What you will do >> Among the entries, find the lines with the string "webkit" and copy them.

Data for the task >>
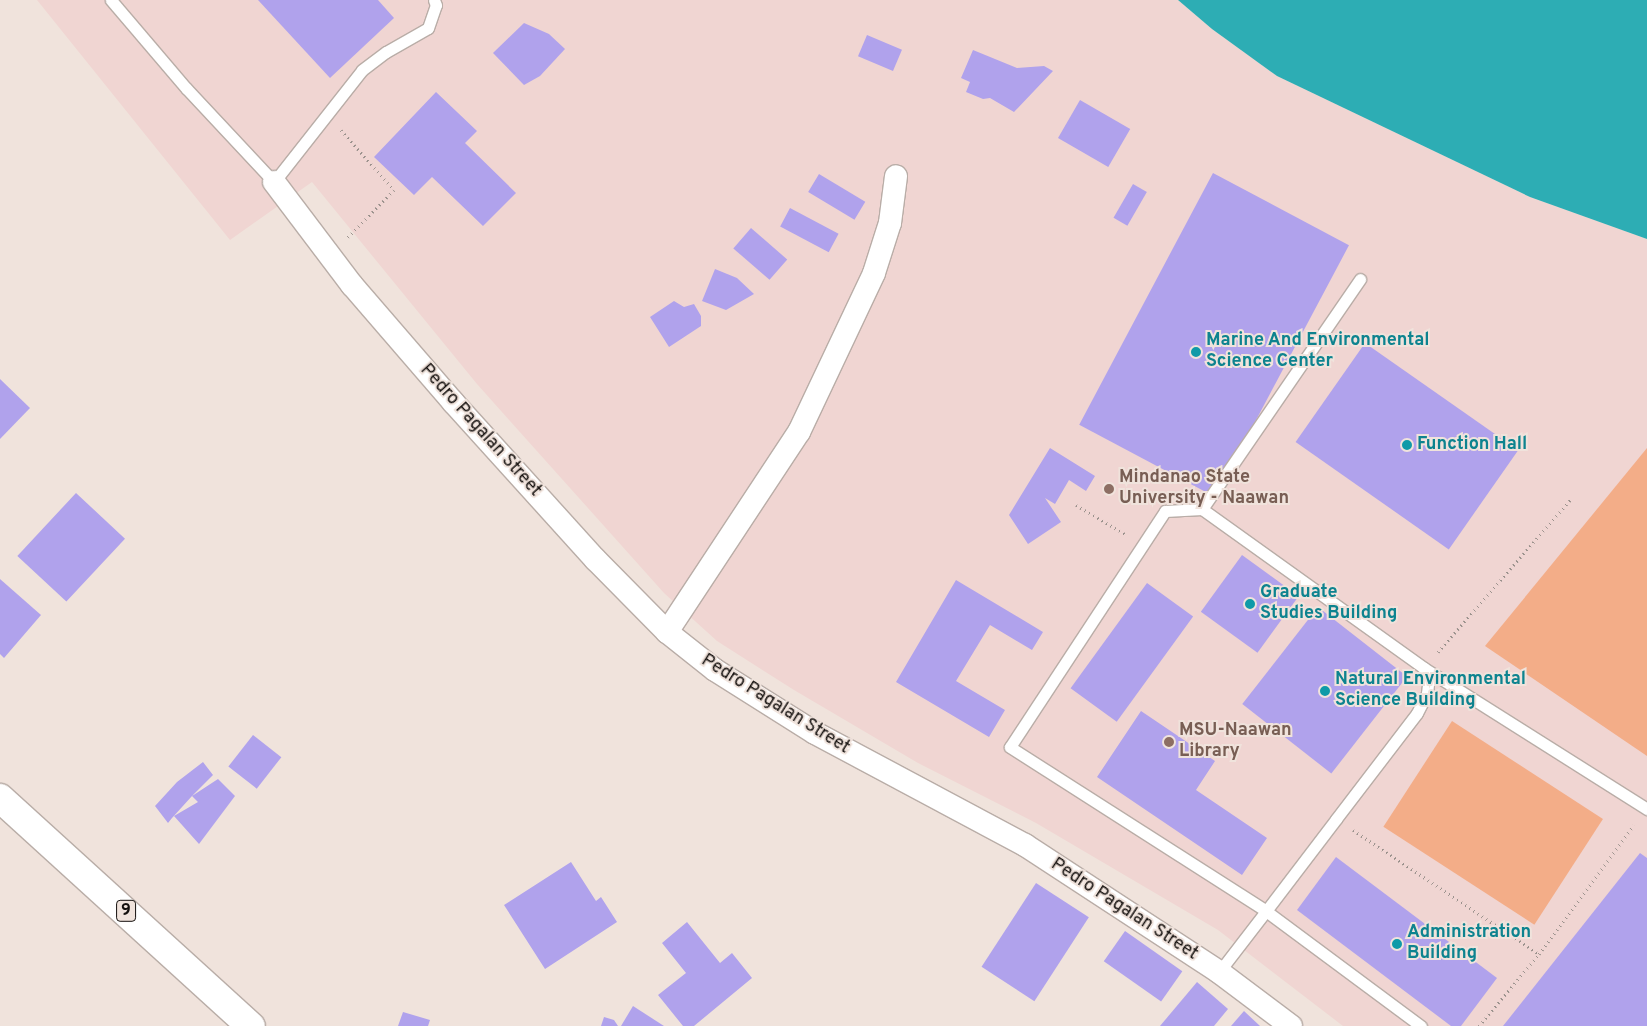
<!DOCTYPE html>
<html>
<head>
<meta charset="utf-8">
<style>
  body { margin:0 }
  #map { position:relative; width:1647px; height:1026px; overflow:hidden; background:#f0e3dc; font-family:Overpass,sans-serif }
  div>[style] { position:absolute }
  .education>* { inset:0; background:#f0d5d2 }
  .green>* { inset:0; background:#f3ad88; transform-origin:0 0 }
  .water>* { inset:0; background:#2dadb4 }
  .building>* { inset:0; background:#b0a2ec; transform-origin:0 0 }
  .path>* { height:3px; margin-top:-1.5px; transform-origin:0; background:repeating-linear-gradient(90deg,#9b928d 0 1px,transparent 0 5px) }
  .roads { filter:drop-shadow(1px 0 #b9ada7) drop-shadow(-1px 0 #b9ada7) drop-shadow(0 1px #b9ada7) drop-shadow(0 -1px #b9ada7) }
  .lane>* { height:11px; margin:-5.5px; padding:0 5.5px; transform-origin:5.5px; border-radius:5.5px; background:#fff }
  .street>* { height:22px; margin:-11px; padding:0 11px; transform-origin:11px; border-radius:11px; background:#fff }
  .highway>* { height:28px; margin:-14px; padding:0 14px; transform-origin:14px; border-radius:14px; background:#fff }
  .dots>* { width:14px; height:14px; translate:-50% -50%; box-sizing:border-box; border:2px solid #f0e3dc; border-radius:50% }
  span { translate:-50% -50%; white-space:nowrap; text-align:center; line-height:1.15; -webkit-text-stroke:4px #f0e3dc; paint-order:stroke }
  .shield-label span { padding:1px 4px; background:#f0e3dc; border:1px solid; border-radius:4px; -webkit-text-stroke-width:0 }
  .shield-label { font-size:16px; color:#14100e; font-weight:700 }
  .culture-label { font-size:18px; color:#0d838f; font-weight:700 }
  .left { translate:0 -50%; text-align:left }
  .street-label { font-size:18px; color:#14100e }
  .education-label { font-size:18px; color:#785e54; font-weight:700 }
</style>
</head>
<body>
<div id="map">
  <div class="education">
    <div style="clip-path:polygon(37px 0,1178px 0,1212px 29px,1277px 76px,1530px 197px,1647px 239px,1647px 1026px,1343px 1026px,1218px 930px,1036px 823px,918px 763px,794px 690px,717px 641px,664px 593px,477px 384px,312px 182px,230px 240px)"></div>
  </div>
  <div class="green">
    <div style="clip-path:polygon(1647px 448px,1647px 756px,1485px 646px)"></div>
    <div style="left:1452px;top:721px;width:180px;height:126px;rotate:33deg"></div>
  </div>
  <div class="water">
    <div style="clip-path:polygon(1178px 0,1647px 0,1647px 239px,1530px 197px,1277px 76px,1212px 29px)"></div>
  </div>
  <div class="building">
    <div style="clip-path:polygon(258px 0,378px 0,394px 18px,330px 78px)"></div>
    <div style="clip-path:polygon(524px 23px,549px 34px,565px 49px,540px 76px,524px 85px,493px 53px)"></div>
    <div style="left:867px;top:35px;width:38px;height:23px;rotate:23deg"></div>
    <div style="clip-path:polygon(973px 50px,1017px 68px,1044px 66px,1053px 71px,1014px 112px,990px 98px,983px 99px,966px 92px,970px 82px,961px 78px)"></div>
    <div style="clip-path:polygon(436px 92px,477px 131px,465px 143px,516px 193px,483px 226px,432px 177px,414px 195px,374px 157px)"></div>
    <div style="left:1080px;top:100px;width:58px;height:44px;rotate:30deg"></div>
    <div style="left:1213px;top:173px;width:154px;height:285px;rotate:28deg"></div>
    <div style="left:819px;top:174px;width:54px;height:21px;rotate:31deg"></div>
    <div style="left:1133px;top:184px;width:16px;height:39px;rotate:30deg"></div>
    <div style="left:790px;top:208px;width:55px;height:21px;rotate:28deg"></div>
    <div style="left:751px;top:228px;width:48px;height:27px;rotate:41deg"></div>
    <div style="clip-path:polygon(715px 269px,737px 278px,754px 294px,726px 310px,702px 301px)"></div>
    <div style="clip-path:polygon(674px 301px,684px 307px,694px 304px,701px 316px,701px 326px,669px 347px,650px 317px)"></div>
    <div style="left:1365px;top:343px;width:187px;height:121px;rotate:35deg"></div>
    <div style="clip-path:polygon(0 379px,30px 408px,0 439px)"></div>
    <div style="clip-path:polygon(1050px 448px,1095px 476px,1086px 491px,1069px 480px,1055px 504px,1045px 498px,1061px 522px,1028px 544px,1009px 515px)"></div>
    <div style="left:76px;top:493px;width:67px;height:86px;rotate:43deg"></div>
    <div style="left:1242px;top:555px;width:70px;height:70px;rotate:36deg"></div>
    <div style="clip-path:polygon(0 579px,41px 615px,4px 658px,0 654px)"></div>
    <div style="clip-path:polygon(956px 580px,1043px 632px,1032px 650px,990px 625px,956px 681px,1005px 710px,989px 737px,896px 682px)"></div>
    <div style="left:1147px;top:583px;width:57px;height:130px;rotate:36deg"></div>
    <div style="left:1318px;top:607px;width:113px;height:123px;rotate:38deg"></div>
    <div style="clip-path:polygon(1141px 711px,1215px 761px,1196px 790px,1267px 838px,1242px 875px,1097px 777px)"></div>
    <div style="left:253px;top:735px;width:36px;height:40px;rotate:38deg"></div>
    <div style="clip-path:polygon(203px 762px,213px 775px,192px 796px,218px 779px,235px 796px,199px 844px,174px 816px,198px 802px,192px 796px,172px 818px,168px 823px,155px 806px,177px 782px)"></div>
    <div style="clip-path:polygon(1640px 853px,1647px 858px,1647px 1026px,1503px 1026px)"></div>
    <div style="clip-path:polygon(1336px 857px,1497px 978px,1461px 1026px,1451px 1026px,1297px 910px)"></div>
    <div style="clip-path:polygon(571px 862px,596px 901px,601px 897px,617px 922px,545px 969px,504px 905px)"></div>
    <div style="left:1036px;top:883px;width:63px;height:100px;rotate:33deg"></div>
    <div style="clip-path:polygon(687px 922px,720px 963px,732px 953px,752px 978px,694px 1026px,683px 1026px,658px 995px,686px 973px,662px 943px)"></div>
    <div style="left:1125px;top:931px;width:70px;height:37px;rotate:35deg"></div>
    <div style="clip-path:polygon(1197px 982px,1228px 1009px,1214px 1026px,1160px 1026px)"></div>
    <div style="clip-path:polygon(633px 1006px,664px 1026px,621px 1026px)"></div>
    <div style="clip-path:polygon(1244px 1011px,1260px 1026px,1231px 1026px)"></div>
    <div style="clip-path:polygon(403px 1012px,430px 1020px,428px 1026px,398px 1026px)"></div>
    <div style="clip-path:polygon(604px 1017px,614px 1020px,618px 1026px,601px 1026px)"></div>
  </div>
  <div class="path">
    <div style="left:341px;top:130px;width:80px;rotate:48.5deg"></div>
    <div style="left:394px;top:190px;width:66px;rotate:134.4deg"></div>
    <div style="left:1076px;top:505px;width:57px;rotate:30.6deg"></div>
    <div style="left:1438px;top:652px;width:204px;rotate:-49deg"></div>
    <div style="left:1353px;top:830px;width:224px;rotate:33.7deg"></div>
    <div style="left:1539px;top:954px;width:160px;rotate:-53.6deg"></div>
    <div style="left:1479px;top:1026px;width:94px;rotate:-50.2deg"></div>
  </div>
  <div class="roads">
    <div class="lane">
      <div style="left:111px;top:0;width:116px;rotate:49.6deg"></div>
      <div style="left:186px;top:88px;width:129px;rotate:46.9deg"></div>
      <div style="left:274px;top:182px;width:142px;rotate:-51.8deg"></div>
      <div style="left:362px;top:70px;width:30px;rotate:-37deg"></div>
      <div style="left:386px;top:52px;width:48px;rotate:-29.7deg"></div>
      <div style="left:428px;top:28px;width:24px;rotate:-71deg"></div>
      <div style="left:436px;top:5px;width:5px;rotate:-112deg"></div>
      <div style="left:1202px;top:509px;width:279px;rotate:-55.5deg"></div>
      <div style="left:1424px;top:668px;width:264px;rotate:32.3deg"></div>
      <div style="left:1219px;top:972px;width:77px;rotate:-52.4deg"></div>
      <div style="left:1266px;top:911px;width:116px;rotate:-52.7deg"></div>
      <div style="left:1336px;top:819px;width:133px;rotate:-52.6deg"></div>
      <div style="left:1417px;top:713px;width:22px;rotate:-63deg"></div>
      <div style="left:1427px;top:693px;width:16px;rotate:-83deg"></div>
      <div style="left:1429px;top:677px;width:10px;rotate:-119deg"></div>
      <div style="left:1424px;top:668px;width:273px;rotate:-144.4deg"></div>
      <div style="left:1202px;top:509px;width:37px;rotate:177deg"></div>
      <div style="left:1165px;top:511px;width:282px;rotate:123.3deg"></div>
      <div style="left:1010px;top:747px;width:304px;rotate:32.6deg"></div>
      <div style="left:1266px;top:911px;width:193px;rotate:36.6deg"></div>
    </div>
    <div class="street">
      <div style="left:274px;top:182px;width:129px;rotate:52.9deg"></div>
      <div style="left:352px;top:285px;width:155px;rotate:49.2deg"></div>
      <div style="left:453px;top:402px;width:212px;rotate:47.9deg"></div>
      <div style="left:595px;top:559px;width:103px;rotate:45.4deg"></div>
      <div style="left:667px;top:632px;width:61px;rotate:38.4deg"></div>
      <div style="left:715px;top:670px;width:118px;rotate:32.2deg"></div>
      <div style="left:815px;top:733px;width:238px;rotate:28.1deg"></div>
      <div style="left:1025px;top:845px;width:232px;rotate:33.2deg"></div>
      <div style="left:1219px;top:972px;width:90px;rotate:36.9deg"></div>
      <div style="left:667px;top:632px;width:240px;rotate:-56.6deg"></div>
      <div style="left:799px;top:432px;width:176px;rotate:-64.7deg"></div>
      <div style="left:874px;top:273px;width:52px;rotate:-72.3deg"></div>
      <div style="left:890px;top:223px;width:47px;rotate:-82.7deg"></div>
    </div>
    <div class="highway">
      <div style="left:0;top:798px;width:339px;rotate:42.3deg"></div>
    </div>
  </div>
  <div class="dots">
    <div style="left:1196px;top:352px;background:#0f9aa8"></div>
    <div style="left:1407px;top:445px;background:#0f9aa8"></div>
    <div style="left:1109px;top:489px;background:#8d6e63"></div>
    <div style="left:1250px;top:604px;background:#0f9aa8"></div>
    <div style="left:1325px;top:691px;background:#0f9aa8"></div>
    <div style="left:1169px;top:742px;background:#8d6e63"></div>
    <div style="left:1397px;top:944px;background:#0f9aa8"></div>
  </div>
  <div class="shield-label">
    <span style="left:126px;top:911px">9</span>
  </div>
  <div class="culture-label">
    <span class="left" style="left:1206px;top:352px">Marine And Environmental<br>Science Center</span>
    <span class="left" style="left:1417px;top:445px">Function Hall</span>
    <span class="left" style="left:1260px;top:604px">Graduate<br>Studies Building</span>
    <span class="left" style="left:1335px;top:691px">Natural Environmental<br>Science Building</span>
    <span class="left" style="left:1407px;top:944px">Administration<br>Building</span>
  </div>
  <div class="street-label">
    <span style="left:480px;top:431px;rotate:48deg">Pedro Pagalan Street</span>
    <span style="left:775px;top:705px;rotate:32deg">Pedro Pagalan Street</span>
    <span style="left:1124px;top:910px;rotate:33deg">Pedro Pagalan Street</span>
  </div>
  <div class="education-label">
    <span class="left" style="left:1119px;top:489px">Mindanao State<br>University - Naawan</span>
    <span class="left" style="left:1179px;top:742px">MSU-Naawan<br>Library</span>
  </div>
</div>
</body>
</html>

Completed task >>
  span { translate:-50% -50%; white-space:nowrap; text-align:center; line-height:1.15; -webkit-text-stroke:4px #f0e3dc; paint-order:stroke }
  .shield-label span { padding:1px 4px; background:#f0e3dc; border:1px solid; border-radius:4px; -webkit-text-stroke-width:0 }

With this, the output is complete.